• **Task brief**:
Say only the number of lines in the entries below that contain "Derlis".

• **Collected data**:
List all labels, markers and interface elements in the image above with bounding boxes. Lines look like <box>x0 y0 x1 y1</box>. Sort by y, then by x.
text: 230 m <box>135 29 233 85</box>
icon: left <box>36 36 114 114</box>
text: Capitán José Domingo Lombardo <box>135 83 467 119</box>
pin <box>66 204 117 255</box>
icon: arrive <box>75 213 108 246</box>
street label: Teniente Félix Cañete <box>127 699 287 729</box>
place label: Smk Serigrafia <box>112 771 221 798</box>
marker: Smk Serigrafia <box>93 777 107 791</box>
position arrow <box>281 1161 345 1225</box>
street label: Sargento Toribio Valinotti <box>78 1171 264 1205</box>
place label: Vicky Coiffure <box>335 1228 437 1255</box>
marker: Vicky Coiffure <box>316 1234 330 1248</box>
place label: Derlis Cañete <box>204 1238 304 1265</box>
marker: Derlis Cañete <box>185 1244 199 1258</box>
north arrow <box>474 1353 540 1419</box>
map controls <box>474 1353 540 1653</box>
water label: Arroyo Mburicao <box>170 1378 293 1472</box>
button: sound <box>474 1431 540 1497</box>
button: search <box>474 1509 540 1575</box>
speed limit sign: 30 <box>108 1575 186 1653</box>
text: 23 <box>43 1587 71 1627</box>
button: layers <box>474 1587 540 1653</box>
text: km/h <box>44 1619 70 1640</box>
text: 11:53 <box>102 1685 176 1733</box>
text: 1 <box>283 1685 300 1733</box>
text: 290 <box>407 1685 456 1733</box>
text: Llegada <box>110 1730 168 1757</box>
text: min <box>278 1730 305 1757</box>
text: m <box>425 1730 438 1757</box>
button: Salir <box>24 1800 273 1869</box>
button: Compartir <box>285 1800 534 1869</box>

• **Exercise output**:
2